Aim of the exercise ->
Every line in the data below that has the word "bottom" should be returned.
*** Dataset records ***
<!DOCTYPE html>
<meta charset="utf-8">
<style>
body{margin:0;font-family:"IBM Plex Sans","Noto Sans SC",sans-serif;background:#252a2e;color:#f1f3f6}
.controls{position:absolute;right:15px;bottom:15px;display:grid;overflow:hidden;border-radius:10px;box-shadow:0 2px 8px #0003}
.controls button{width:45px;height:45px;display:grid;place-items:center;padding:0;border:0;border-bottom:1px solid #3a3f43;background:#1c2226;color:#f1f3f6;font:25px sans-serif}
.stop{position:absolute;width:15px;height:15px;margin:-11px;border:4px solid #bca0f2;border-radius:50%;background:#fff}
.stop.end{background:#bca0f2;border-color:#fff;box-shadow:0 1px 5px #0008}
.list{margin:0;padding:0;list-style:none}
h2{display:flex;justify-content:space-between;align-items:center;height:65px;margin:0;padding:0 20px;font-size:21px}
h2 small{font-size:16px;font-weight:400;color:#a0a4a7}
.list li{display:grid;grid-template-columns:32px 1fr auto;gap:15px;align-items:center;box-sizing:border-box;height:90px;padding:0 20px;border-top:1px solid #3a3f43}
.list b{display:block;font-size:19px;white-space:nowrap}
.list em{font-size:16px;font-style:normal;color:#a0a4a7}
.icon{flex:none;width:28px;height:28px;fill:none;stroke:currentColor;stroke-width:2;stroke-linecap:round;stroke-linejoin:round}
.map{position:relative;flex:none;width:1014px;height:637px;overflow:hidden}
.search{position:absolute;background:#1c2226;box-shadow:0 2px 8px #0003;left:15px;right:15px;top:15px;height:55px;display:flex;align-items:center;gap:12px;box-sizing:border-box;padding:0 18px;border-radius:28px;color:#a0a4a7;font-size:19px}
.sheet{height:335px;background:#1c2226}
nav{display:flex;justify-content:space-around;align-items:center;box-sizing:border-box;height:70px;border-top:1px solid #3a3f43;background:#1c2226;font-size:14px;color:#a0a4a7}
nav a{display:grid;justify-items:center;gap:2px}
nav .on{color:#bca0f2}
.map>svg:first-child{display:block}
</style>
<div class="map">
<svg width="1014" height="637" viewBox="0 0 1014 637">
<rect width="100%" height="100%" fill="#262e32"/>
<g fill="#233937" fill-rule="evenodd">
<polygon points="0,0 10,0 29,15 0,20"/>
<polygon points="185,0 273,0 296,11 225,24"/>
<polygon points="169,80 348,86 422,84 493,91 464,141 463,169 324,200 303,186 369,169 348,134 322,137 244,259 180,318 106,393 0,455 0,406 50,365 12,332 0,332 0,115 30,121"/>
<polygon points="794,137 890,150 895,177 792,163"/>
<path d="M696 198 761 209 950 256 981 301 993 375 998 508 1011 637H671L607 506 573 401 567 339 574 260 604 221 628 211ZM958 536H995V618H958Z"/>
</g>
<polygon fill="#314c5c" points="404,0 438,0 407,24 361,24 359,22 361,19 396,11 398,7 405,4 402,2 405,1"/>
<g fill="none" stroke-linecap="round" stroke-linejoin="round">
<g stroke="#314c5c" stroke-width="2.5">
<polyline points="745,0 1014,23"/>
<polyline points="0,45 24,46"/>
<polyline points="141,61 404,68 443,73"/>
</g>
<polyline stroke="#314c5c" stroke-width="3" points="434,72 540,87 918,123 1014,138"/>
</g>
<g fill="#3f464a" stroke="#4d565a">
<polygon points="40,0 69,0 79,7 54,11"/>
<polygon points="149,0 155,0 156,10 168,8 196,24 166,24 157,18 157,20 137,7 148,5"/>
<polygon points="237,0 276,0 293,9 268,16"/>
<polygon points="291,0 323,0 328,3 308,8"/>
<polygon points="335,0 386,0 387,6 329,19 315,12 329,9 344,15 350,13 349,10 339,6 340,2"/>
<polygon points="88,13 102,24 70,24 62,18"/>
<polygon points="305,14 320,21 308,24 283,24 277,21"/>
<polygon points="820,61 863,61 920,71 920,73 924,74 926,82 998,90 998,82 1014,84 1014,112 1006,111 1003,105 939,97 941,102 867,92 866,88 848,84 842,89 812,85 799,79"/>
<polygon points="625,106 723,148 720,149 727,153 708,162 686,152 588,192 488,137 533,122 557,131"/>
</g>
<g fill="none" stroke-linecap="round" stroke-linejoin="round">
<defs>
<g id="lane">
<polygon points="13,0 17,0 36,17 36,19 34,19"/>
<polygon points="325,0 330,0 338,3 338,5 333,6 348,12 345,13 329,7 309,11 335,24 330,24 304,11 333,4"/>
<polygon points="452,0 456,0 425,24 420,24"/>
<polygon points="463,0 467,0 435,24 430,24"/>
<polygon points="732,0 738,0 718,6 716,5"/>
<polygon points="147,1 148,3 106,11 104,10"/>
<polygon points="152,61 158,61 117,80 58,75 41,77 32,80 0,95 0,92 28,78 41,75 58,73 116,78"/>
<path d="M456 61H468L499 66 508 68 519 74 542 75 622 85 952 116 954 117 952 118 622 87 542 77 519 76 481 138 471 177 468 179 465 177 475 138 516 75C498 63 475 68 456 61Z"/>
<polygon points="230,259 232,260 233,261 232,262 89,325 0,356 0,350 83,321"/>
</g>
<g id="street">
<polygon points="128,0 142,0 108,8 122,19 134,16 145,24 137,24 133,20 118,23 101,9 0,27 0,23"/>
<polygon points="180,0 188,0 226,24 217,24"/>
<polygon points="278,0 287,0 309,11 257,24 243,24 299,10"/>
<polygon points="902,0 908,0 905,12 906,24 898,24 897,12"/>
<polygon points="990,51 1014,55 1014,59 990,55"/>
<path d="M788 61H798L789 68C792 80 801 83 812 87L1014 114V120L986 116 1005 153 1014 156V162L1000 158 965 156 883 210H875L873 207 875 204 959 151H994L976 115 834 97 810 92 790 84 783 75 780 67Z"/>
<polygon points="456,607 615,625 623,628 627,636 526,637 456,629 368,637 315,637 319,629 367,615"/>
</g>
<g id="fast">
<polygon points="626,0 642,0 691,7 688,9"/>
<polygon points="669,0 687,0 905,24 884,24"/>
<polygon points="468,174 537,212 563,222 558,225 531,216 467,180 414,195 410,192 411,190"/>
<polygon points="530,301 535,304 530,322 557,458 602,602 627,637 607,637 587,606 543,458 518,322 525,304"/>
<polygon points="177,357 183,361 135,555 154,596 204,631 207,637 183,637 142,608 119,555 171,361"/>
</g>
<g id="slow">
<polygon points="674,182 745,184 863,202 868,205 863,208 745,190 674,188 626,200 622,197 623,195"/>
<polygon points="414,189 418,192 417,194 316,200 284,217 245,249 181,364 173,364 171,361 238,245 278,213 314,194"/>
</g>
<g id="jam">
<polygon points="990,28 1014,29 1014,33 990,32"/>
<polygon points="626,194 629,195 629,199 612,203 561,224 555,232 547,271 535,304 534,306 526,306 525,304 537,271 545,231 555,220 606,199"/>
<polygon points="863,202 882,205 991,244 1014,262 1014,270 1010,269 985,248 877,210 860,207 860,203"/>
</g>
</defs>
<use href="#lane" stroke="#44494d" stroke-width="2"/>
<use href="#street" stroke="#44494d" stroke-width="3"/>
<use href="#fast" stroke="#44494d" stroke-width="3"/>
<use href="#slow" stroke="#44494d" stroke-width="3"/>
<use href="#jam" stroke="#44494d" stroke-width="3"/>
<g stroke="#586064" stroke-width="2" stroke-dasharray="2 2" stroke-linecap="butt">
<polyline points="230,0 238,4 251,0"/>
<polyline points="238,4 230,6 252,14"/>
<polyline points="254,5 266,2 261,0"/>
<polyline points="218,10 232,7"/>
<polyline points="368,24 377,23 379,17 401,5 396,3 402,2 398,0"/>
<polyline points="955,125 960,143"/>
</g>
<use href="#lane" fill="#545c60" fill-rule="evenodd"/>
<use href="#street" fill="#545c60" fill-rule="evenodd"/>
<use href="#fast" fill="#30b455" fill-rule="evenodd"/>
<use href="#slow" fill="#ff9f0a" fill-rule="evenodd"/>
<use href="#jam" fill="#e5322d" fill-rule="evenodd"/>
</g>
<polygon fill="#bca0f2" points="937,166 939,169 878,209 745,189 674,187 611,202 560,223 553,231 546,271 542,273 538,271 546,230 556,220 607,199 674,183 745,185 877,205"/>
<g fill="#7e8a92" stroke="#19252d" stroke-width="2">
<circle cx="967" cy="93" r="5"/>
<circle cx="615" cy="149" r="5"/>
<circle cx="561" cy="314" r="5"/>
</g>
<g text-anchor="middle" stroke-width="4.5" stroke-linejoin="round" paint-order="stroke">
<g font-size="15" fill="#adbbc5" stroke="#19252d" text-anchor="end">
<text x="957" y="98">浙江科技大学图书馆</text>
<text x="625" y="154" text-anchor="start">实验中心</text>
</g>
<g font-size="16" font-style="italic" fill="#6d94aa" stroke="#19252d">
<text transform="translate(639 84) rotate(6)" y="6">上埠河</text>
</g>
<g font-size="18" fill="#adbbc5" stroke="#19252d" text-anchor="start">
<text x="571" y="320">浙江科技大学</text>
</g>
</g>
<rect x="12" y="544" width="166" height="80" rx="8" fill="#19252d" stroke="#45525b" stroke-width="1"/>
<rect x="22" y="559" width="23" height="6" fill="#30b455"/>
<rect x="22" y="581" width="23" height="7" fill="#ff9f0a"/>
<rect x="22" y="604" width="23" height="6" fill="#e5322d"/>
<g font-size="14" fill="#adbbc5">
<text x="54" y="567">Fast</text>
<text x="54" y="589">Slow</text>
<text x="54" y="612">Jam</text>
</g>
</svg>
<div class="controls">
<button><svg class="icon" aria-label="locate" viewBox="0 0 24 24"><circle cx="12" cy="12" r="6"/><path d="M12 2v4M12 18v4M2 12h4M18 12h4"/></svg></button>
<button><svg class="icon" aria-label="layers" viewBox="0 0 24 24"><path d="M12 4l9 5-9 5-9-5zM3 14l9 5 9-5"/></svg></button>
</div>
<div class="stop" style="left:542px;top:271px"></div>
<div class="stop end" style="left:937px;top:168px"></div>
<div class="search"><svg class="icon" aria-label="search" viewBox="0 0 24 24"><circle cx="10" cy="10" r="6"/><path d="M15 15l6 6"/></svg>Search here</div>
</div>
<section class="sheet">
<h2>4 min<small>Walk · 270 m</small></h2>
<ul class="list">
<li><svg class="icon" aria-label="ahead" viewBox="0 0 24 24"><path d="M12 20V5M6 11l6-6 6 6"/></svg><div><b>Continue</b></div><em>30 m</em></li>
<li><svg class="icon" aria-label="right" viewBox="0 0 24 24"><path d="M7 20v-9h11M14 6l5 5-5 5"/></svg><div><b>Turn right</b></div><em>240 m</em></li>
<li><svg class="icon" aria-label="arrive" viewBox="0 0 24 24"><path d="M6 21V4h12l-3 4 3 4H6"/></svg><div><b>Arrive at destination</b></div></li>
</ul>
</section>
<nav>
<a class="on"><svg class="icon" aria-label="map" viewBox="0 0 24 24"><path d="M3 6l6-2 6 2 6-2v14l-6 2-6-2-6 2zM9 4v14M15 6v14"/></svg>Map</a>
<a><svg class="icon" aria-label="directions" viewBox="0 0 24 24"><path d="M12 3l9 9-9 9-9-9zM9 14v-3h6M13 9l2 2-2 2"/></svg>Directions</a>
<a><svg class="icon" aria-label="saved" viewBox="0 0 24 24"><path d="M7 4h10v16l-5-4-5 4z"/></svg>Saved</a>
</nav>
*** End of Dataset records ***
Your response ->
.controls{position:absolute;right:15px;bottom:15px;display:grid;overflow:hidden;border-radius:10px;box-shadow:0 2px 8px #0003}
.controls button{width:45px;height:45px;display:grid;place-items:center;padding:0;border:0;border-bottom:1px solid #3a3f43;background:#1c2226;color:#f1f3f6;font:25px sans-serif}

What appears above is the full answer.